[[ Supplied records open ]]
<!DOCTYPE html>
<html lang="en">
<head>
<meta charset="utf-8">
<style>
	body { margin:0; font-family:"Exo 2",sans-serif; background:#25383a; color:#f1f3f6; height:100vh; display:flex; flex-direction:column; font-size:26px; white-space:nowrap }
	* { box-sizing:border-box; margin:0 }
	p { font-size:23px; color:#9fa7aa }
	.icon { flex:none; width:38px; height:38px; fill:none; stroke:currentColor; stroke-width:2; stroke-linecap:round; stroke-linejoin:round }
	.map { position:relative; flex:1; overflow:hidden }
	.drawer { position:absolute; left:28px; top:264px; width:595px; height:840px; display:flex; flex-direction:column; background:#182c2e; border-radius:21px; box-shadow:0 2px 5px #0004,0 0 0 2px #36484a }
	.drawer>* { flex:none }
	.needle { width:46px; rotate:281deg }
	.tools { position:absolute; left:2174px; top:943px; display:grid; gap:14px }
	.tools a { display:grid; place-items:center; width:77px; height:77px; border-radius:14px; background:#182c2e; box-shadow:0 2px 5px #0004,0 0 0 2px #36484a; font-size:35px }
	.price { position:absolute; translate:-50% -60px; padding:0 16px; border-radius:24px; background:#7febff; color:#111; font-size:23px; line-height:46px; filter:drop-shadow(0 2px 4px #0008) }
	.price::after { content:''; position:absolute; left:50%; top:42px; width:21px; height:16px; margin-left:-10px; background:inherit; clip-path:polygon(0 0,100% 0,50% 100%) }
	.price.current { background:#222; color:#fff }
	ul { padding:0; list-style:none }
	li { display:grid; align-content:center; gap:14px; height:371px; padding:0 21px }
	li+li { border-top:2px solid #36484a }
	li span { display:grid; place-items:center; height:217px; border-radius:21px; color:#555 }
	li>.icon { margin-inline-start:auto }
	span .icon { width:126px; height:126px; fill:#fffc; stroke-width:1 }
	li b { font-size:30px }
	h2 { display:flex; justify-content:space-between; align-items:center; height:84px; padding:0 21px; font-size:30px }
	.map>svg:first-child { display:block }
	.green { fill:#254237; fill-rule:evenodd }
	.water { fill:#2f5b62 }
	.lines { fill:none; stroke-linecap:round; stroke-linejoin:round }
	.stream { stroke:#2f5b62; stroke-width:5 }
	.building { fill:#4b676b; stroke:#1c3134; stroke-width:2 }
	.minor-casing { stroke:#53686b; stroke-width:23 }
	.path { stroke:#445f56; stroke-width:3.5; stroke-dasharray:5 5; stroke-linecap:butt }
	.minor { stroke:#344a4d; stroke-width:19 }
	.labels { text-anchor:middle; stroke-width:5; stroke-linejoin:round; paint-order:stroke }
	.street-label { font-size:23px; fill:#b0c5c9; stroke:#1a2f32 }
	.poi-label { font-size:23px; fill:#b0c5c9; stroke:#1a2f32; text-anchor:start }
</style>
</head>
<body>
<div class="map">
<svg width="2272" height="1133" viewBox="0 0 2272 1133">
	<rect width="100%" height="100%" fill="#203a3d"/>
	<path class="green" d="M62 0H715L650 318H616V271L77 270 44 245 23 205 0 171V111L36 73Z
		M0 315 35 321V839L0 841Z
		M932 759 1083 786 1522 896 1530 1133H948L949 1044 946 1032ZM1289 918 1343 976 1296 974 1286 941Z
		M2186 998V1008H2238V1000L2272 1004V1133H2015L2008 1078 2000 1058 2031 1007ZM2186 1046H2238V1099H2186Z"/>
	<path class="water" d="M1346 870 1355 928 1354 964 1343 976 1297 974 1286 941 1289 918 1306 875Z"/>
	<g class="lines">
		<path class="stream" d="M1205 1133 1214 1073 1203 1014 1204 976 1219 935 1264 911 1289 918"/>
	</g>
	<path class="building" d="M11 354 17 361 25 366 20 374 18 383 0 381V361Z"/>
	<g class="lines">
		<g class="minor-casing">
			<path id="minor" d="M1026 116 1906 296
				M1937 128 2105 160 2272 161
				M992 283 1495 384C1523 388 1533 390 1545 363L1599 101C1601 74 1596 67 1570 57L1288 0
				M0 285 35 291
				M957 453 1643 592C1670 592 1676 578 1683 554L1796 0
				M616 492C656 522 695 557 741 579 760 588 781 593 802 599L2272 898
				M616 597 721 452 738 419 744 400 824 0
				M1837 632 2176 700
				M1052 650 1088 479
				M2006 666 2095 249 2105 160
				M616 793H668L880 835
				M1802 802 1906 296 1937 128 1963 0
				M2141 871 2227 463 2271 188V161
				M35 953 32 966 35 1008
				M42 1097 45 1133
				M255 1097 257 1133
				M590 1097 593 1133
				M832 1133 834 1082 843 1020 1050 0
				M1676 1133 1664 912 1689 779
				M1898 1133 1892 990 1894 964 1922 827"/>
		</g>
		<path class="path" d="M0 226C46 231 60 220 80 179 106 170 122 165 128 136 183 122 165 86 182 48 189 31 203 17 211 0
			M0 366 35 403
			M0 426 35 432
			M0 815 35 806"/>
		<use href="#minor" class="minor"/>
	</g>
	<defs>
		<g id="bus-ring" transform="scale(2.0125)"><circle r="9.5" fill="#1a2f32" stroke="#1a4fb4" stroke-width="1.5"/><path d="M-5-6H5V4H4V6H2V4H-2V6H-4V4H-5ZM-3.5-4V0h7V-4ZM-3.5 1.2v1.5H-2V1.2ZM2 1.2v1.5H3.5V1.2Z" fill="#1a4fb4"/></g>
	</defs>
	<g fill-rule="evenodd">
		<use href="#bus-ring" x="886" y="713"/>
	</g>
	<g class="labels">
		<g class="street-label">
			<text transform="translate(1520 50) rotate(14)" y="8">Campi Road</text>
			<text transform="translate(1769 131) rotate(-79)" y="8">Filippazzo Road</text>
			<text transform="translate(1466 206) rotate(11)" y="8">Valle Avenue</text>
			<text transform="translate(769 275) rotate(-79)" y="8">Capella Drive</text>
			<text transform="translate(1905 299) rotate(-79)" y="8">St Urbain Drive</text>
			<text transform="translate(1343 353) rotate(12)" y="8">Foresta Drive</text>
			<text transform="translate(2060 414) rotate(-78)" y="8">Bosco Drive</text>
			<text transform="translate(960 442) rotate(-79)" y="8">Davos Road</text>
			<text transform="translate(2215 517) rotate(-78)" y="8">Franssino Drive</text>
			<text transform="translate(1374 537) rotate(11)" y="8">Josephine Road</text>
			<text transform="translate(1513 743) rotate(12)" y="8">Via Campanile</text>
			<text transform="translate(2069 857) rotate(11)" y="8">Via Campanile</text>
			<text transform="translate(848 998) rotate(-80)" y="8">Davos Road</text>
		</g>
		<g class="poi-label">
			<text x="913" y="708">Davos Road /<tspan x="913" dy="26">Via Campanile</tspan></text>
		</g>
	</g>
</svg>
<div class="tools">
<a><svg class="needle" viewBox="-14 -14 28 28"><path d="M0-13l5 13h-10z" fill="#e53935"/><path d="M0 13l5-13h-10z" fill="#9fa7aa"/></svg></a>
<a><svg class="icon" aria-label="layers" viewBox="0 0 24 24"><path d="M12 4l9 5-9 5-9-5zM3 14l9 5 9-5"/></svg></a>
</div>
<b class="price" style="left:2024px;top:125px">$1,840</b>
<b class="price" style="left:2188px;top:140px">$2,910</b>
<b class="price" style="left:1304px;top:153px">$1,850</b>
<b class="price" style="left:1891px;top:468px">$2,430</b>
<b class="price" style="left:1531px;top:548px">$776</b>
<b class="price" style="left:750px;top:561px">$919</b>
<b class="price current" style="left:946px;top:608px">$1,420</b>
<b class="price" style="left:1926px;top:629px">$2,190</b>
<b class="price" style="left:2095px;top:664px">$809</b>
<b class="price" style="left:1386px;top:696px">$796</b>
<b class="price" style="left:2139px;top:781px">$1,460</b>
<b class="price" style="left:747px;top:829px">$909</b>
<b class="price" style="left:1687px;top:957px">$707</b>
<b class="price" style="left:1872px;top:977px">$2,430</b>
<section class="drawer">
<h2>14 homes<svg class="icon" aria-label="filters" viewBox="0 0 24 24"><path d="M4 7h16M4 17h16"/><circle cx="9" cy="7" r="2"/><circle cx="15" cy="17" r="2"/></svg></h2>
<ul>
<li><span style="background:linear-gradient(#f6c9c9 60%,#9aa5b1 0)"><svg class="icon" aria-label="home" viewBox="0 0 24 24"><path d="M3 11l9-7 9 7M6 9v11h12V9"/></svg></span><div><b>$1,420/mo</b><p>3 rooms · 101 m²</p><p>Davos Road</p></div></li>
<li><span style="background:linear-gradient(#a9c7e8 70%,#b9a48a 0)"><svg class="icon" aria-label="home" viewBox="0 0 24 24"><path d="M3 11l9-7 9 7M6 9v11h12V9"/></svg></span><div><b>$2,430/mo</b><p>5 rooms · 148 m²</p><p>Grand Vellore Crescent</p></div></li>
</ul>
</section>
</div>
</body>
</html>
[[ Supplied records closed ]]
What the task requires.
Look over the records above and filter for each line with the word "none".

Task answer.
	.icon { flex:none; width:38px; height:38px; fill:none; stroke:currentColor; stroke-width:2; stroke-linecap:round; stroke-linejoin:round }
	.drawer>* { flex:none }
	ul { padding:0; list-style:none }
	.lines { fill:none; stroke-linecap:round; stroke-linejoin:round }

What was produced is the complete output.